▶ Task description
Report every line from the material that contains the word "lines".

▶ Exercise data
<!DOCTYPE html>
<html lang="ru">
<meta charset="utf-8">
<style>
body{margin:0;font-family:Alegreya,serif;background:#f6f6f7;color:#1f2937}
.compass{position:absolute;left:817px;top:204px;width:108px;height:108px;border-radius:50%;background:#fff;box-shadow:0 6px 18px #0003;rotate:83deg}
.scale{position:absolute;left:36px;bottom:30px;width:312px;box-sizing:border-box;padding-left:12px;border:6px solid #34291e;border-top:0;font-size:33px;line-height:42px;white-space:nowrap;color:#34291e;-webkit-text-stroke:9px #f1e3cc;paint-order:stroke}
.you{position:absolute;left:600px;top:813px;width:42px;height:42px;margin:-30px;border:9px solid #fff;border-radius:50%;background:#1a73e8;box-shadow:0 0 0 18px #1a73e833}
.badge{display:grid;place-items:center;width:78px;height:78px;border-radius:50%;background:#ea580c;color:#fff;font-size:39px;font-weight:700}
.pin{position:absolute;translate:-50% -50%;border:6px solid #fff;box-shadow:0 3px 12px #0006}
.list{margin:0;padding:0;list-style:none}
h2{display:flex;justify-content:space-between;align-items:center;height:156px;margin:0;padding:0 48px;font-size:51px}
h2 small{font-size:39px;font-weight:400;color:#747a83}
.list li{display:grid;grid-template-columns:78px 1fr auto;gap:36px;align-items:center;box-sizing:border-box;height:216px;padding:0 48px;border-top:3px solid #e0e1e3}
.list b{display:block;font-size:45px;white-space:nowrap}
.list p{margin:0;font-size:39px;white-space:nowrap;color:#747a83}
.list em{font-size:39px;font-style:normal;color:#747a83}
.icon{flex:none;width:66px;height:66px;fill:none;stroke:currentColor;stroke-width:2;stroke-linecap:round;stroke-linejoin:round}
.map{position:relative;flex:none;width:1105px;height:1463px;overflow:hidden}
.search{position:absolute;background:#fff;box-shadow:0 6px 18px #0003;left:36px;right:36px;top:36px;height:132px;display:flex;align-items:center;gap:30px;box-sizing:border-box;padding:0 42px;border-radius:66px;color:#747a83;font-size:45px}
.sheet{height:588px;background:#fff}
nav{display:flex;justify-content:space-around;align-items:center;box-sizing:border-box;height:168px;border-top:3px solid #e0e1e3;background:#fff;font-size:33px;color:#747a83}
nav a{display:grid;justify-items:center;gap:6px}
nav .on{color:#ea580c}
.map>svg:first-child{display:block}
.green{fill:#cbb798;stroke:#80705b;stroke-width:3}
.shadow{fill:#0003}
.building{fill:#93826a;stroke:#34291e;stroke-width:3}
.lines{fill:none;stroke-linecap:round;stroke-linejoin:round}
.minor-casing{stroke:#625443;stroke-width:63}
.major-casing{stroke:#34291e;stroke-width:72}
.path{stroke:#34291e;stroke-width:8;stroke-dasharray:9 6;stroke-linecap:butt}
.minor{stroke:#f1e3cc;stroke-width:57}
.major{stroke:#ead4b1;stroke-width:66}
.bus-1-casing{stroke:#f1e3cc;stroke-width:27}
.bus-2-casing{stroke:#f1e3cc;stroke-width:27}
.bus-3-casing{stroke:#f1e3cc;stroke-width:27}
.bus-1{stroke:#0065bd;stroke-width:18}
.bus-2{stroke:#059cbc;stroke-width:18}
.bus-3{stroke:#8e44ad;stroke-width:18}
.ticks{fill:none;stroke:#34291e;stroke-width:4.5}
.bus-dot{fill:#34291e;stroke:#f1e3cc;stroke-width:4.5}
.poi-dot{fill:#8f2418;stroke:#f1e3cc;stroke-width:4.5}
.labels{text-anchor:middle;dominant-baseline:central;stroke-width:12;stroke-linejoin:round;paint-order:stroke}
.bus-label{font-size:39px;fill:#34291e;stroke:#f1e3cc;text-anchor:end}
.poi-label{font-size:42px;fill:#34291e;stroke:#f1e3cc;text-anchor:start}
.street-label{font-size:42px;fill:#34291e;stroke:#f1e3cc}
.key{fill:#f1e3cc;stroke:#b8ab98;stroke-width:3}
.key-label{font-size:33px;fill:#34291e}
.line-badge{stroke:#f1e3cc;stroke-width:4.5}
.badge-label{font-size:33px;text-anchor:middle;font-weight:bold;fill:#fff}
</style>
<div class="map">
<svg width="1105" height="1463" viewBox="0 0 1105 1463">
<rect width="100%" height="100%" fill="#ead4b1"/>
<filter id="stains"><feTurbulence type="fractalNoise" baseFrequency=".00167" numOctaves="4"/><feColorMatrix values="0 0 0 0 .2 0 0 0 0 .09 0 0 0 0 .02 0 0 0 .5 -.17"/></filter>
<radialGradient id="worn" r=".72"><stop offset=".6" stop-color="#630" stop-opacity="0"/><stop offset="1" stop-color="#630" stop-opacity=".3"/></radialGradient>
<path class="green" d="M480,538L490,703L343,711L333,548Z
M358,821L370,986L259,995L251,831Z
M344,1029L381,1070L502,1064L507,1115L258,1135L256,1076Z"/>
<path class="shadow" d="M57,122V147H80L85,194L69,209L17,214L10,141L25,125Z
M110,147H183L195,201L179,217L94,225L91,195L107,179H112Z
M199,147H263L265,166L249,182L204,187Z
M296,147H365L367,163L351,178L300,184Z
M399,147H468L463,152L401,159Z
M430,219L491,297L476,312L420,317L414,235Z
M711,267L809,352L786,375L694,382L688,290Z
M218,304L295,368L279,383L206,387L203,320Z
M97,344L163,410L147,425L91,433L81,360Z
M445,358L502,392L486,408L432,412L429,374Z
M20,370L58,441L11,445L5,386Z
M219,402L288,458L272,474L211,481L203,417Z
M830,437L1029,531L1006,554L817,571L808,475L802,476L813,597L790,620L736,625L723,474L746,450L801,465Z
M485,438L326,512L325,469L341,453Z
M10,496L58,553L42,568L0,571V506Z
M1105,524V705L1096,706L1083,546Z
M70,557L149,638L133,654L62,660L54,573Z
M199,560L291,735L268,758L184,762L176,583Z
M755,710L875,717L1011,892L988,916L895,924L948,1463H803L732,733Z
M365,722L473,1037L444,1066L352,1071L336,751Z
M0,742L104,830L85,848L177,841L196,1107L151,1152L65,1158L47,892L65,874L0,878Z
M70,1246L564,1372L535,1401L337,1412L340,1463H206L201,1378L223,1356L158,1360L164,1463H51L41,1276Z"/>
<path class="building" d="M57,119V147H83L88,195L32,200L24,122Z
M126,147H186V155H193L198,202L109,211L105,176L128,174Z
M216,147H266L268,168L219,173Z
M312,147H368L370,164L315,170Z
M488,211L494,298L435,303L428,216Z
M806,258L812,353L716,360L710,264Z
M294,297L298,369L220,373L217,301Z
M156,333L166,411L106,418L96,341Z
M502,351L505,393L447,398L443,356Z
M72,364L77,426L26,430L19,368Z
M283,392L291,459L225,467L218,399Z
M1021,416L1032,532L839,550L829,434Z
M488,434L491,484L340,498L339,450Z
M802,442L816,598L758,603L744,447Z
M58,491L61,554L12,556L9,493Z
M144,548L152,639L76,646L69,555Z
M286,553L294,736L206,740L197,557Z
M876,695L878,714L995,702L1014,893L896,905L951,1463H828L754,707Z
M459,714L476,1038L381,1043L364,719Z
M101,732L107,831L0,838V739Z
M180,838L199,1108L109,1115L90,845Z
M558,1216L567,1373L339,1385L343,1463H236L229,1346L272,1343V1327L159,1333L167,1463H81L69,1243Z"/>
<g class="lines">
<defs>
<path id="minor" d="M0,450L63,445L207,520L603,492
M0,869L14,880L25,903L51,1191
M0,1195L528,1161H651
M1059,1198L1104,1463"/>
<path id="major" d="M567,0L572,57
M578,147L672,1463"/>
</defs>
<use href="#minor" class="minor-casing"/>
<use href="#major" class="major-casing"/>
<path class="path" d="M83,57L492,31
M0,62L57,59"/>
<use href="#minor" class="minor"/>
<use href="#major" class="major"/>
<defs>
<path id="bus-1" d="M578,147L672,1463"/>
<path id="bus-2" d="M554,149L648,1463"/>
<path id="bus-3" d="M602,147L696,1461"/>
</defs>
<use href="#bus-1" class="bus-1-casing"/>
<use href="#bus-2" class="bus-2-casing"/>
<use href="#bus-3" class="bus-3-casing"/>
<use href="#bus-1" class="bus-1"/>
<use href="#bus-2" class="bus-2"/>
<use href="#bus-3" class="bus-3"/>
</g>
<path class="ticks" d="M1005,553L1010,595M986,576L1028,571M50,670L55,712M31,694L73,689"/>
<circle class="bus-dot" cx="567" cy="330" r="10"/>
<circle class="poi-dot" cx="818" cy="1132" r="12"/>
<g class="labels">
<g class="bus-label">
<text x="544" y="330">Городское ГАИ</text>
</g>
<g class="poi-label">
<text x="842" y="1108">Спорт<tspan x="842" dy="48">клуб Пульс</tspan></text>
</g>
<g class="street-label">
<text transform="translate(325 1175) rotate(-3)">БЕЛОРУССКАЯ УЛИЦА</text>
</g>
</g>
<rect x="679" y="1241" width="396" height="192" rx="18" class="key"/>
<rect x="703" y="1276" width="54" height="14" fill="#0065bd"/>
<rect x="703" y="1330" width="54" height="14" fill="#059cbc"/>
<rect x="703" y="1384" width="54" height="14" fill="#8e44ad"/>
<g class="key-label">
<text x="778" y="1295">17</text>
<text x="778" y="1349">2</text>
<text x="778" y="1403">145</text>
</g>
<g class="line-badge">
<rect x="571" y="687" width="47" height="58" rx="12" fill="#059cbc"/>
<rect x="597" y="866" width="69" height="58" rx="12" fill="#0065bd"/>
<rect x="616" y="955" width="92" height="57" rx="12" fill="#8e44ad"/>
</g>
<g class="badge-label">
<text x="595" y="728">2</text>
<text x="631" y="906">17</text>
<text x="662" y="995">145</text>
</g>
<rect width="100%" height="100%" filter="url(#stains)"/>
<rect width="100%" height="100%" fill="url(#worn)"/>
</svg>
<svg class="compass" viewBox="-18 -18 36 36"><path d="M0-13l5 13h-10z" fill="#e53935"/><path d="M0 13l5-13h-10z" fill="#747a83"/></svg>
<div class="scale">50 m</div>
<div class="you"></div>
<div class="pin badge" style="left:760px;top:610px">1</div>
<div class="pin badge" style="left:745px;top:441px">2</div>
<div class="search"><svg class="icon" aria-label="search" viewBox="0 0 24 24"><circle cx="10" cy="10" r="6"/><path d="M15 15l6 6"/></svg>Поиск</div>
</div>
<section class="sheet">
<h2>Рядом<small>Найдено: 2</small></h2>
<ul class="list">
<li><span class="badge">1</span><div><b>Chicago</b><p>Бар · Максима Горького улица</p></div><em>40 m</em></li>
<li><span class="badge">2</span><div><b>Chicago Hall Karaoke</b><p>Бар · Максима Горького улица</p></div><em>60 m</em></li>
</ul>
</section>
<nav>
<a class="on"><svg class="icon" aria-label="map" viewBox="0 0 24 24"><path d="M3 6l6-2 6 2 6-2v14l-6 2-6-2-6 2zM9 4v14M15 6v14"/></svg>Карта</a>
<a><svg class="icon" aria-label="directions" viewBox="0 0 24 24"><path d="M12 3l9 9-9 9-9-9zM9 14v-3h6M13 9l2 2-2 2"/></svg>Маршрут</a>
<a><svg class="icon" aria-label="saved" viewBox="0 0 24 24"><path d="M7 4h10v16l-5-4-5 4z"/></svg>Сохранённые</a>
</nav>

▶ Answer to this exercise
.lines{fill:none;stroke-linecap:round;stroke-linejoin:round}
<g class="lines">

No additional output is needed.